The raid against ‘Neka’ thermal power plant on Sept 29th, 1987 was perhaps the longest sortie for the Iraqi fliers in that they had to overfly the enemy territory for more than two hours in complete radio silence while evading Iranian air patrols and air defences, navigating the mountainous terrain and the Caspian Sea to reach their target from the north. This deep penetration strike mimicked the earlier Iranian Phantoms’ long-range strike against H-3 air bases in western Iraq in April 1981 in which 8 F-4E Phantom II jets led by Maj. Baratpour (the mission planner was Col. Fred Izadseta) struck H3 facilities as they refuelled midair in and out of Syrian air space to accomplish their mission.

Mirage F1 fighter-bombers and their French trained pilots performed flawlessly during the war and as ‘USAF Gen. Chuck Horner’ once put it in a TV interview after the first Gulf War “..the Iraqi pilots were no slouches.

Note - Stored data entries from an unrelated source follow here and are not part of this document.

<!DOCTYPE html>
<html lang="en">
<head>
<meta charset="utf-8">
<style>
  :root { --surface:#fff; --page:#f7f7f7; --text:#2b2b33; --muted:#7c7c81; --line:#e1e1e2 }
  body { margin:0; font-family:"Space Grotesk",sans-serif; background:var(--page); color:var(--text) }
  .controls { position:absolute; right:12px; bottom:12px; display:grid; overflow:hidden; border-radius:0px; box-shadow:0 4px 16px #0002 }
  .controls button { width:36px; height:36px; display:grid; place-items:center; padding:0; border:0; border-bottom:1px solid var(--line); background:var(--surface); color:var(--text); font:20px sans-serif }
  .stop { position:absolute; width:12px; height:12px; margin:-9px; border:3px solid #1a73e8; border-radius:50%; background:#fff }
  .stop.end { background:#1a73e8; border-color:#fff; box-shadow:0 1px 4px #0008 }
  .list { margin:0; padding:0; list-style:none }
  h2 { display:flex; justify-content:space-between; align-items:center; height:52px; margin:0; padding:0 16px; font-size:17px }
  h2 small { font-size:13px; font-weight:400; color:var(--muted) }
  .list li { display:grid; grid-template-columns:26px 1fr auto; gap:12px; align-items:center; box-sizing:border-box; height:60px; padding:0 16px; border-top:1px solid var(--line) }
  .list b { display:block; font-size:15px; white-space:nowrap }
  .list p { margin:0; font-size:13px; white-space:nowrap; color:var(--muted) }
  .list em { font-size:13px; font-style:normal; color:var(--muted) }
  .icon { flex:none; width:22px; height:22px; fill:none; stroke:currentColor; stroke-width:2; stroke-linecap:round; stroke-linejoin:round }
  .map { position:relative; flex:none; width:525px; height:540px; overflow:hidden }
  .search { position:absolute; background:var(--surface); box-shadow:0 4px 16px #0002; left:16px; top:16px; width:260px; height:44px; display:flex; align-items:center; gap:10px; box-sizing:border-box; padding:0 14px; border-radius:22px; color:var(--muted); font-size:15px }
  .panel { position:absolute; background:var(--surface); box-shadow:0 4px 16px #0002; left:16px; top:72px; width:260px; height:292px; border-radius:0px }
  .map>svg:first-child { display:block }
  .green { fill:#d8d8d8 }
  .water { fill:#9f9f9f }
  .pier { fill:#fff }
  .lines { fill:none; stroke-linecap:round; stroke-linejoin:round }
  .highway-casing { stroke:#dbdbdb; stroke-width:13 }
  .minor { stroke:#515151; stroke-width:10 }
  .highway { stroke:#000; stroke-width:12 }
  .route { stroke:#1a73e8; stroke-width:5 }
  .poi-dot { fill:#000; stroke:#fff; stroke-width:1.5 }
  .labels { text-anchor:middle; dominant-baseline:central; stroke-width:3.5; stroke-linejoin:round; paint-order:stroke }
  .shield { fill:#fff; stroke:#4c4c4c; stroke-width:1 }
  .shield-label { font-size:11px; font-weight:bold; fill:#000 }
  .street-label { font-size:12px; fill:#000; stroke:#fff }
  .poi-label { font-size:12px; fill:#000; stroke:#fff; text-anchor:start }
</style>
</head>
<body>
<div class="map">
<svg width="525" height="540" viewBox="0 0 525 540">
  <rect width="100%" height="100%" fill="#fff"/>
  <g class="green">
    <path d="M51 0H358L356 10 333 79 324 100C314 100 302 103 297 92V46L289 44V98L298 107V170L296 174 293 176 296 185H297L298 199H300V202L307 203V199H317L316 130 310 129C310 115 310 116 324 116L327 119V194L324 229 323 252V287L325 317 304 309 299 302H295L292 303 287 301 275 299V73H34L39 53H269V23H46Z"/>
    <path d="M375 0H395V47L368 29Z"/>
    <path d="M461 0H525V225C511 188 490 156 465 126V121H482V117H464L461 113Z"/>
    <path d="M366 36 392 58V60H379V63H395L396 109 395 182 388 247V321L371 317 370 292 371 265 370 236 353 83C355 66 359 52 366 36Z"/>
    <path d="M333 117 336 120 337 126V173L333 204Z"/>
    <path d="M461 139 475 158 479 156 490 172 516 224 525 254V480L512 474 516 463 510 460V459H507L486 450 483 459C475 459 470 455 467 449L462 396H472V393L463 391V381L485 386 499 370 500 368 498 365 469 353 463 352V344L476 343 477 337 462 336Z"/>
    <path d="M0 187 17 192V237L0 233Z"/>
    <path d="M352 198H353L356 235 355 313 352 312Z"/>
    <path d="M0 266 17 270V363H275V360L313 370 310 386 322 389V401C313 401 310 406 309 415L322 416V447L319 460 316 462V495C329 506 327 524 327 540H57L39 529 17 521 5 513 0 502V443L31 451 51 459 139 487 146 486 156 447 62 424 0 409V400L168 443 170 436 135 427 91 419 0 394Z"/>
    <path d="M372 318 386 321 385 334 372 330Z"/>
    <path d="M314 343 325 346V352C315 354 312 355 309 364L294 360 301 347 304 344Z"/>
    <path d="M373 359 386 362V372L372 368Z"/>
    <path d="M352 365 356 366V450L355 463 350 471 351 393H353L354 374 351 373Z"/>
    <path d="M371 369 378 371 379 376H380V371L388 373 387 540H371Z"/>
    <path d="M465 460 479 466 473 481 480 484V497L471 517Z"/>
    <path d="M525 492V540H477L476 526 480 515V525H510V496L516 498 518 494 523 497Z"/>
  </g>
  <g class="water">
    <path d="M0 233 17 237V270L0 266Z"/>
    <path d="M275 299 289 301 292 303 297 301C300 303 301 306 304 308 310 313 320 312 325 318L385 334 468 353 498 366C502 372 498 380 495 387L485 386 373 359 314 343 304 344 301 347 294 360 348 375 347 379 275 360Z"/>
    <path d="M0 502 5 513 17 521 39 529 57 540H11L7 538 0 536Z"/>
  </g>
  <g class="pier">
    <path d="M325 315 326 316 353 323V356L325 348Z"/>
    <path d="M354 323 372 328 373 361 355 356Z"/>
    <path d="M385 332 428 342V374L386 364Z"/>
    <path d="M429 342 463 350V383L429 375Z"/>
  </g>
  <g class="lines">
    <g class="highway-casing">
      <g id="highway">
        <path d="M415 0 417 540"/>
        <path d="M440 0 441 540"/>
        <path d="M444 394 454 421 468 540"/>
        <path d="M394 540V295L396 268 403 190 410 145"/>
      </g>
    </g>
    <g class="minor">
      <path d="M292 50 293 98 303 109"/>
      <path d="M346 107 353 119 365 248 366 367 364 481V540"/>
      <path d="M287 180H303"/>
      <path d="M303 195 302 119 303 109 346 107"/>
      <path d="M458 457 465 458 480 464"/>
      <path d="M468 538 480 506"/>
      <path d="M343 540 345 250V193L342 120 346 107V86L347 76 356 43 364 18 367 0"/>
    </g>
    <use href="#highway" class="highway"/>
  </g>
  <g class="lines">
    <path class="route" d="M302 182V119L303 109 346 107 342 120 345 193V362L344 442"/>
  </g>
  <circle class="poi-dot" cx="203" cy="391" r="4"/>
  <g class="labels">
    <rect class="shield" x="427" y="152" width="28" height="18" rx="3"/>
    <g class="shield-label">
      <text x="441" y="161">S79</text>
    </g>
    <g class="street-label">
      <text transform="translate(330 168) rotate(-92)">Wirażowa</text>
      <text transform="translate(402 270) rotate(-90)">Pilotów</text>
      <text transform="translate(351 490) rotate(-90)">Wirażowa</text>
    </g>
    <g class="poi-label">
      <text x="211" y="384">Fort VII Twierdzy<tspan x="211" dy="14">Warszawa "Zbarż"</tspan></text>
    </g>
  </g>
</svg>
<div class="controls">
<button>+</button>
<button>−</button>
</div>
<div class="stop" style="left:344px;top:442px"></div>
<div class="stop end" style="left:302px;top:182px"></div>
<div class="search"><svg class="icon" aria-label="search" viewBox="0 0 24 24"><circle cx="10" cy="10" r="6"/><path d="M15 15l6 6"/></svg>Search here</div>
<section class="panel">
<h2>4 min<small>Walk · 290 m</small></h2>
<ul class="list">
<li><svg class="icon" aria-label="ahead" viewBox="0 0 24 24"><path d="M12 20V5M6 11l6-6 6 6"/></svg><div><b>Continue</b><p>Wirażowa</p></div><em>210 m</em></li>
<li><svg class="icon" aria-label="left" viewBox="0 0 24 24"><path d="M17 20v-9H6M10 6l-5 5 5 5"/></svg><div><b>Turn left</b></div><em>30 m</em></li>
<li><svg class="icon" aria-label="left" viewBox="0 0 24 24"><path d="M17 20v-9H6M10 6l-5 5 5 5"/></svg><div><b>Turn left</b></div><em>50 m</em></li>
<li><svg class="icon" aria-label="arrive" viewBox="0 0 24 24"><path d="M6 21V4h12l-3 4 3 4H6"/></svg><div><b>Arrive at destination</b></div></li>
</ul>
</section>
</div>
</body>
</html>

They pulled off some fantastic missions in the Iran-Iraq war.”

A former Iraqi F1BQ in service with the IRIAF at Mehrabad AB.

It is however with supreme irony that the very Mirages that hunted Iran’s fighter jets and struck her infrastructure mercilessly would end up taking refuge in Iran in the aftermath of the first Gulf War, and then be put into service with their new host country’s air arm a few years later.